Provided data Block Start

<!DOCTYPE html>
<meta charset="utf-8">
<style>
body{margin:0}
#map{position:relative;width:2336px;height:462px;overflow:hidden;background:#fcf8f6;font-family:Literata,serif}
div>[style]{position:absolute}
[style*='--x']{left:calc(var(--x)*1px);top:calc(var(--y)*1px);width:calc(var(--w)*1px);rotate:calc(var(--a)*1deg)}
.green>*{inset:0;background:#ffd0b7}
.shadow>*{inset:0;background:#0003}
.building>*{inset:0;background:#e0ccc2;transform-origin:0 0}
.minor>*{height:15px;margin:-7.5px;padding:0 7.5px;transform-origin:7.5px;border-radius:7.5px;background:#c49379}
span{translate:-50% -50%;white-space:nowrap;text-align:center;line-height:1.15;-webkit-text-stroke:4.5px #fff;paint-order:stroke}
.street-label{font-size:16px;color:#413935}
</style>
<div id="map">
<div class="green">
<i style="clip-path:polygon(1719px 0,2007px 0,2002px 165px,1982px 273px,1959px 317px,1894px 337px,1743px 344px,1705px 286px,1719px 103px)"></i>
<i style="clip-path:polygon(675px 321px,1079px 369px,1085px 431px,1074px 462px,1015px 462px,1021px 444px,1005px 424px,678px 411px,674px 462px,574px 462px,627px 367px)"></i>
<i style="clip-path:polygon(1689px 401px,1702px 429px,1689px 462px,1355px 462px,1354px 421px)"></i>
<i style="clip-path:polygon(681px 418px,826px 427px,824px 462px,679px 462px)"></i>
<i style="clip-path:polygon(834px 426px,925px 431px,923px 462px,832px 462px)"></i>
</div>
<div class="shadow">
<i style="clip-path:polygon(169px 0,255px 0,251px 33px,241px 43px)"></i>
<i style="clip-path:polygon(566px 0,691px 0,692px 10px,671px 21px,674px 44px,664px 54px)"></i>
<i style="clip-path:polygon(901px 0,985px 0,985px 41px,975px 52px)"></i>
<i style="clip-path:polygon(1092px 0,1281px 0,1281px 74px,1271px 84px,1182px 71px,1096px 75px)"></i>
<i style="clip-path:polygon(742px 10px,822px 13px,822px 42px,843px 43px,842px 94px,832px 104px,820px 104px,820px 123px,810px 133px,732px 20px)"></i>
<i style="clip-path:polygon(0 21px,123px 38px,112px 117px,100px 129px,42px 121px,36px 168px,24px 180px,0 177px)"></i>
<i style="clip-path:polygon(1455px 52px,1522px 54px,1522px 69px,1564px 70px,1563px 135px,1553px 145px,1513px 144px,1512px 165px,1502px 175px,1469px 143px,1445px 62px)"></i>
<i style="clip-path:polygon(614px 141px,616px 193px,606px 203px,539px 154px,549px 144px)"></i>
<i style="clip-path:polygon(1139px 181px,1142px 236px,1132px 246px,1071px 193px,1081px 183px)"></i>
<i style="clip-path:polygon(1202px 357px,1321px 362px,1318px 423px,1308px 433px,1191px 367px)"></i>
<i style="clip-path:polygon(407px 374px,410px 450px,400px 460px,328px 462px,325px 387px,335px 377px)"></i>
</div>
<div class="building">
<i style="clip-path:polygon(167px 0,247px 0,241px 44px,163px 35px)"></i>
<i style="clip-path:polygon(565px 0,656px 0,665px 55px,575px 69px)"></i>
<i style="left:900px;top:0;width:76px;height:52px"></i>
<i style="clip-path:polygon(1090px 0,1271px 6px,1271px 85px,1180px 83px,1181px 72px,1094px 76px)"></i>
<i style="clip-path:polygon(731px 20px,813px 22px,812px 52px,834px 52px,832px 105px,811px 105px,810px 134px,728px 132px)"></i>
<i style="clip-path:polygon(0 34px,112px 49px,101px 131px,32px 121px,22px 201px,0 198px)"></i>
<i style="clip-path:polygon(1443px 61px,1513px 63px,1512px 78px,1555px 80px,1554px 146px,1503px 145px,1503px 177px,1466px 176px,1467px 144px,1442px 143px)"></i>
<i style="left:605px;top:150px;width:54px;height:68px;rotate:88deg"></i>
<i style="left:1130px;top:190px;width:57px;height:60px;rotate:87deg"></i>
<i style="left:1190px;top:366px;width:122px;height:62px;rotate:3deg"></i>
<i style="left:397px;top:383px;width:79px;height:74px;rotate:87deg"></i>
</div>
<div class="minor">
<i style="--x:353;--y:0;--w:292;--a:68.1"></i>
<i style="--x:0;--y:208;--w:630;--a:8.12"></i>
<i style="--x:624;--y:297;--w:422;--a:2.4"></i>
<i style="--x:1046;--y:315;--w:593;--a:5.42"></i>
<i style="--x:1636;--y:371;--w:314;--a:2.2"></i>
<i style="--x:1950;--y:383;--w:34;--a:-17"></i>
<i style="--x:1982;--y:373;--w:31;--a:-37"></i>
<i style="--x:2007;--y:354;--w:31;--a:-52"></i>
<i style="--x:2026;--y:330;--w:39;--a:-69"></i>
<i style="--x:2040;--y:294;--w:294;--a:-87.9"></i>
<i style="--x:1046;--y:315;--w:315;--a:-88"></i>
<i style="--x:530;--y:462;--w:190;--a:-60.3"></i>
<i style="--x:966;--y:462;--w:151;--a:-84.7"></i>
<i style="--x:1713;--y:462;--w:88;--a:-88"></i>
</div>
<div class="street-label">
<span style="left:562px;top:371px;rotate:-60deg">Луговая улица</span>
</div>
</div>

Provided data Block End

> Try it
Filter the records above down to the lines containing "position".

> Answer to this exercise
#map{position:relative;width:2336px;height:462px;overflow:hidden;background:#fcf8f6;font-family:Literata,serif}
div>[style]{position:absolute}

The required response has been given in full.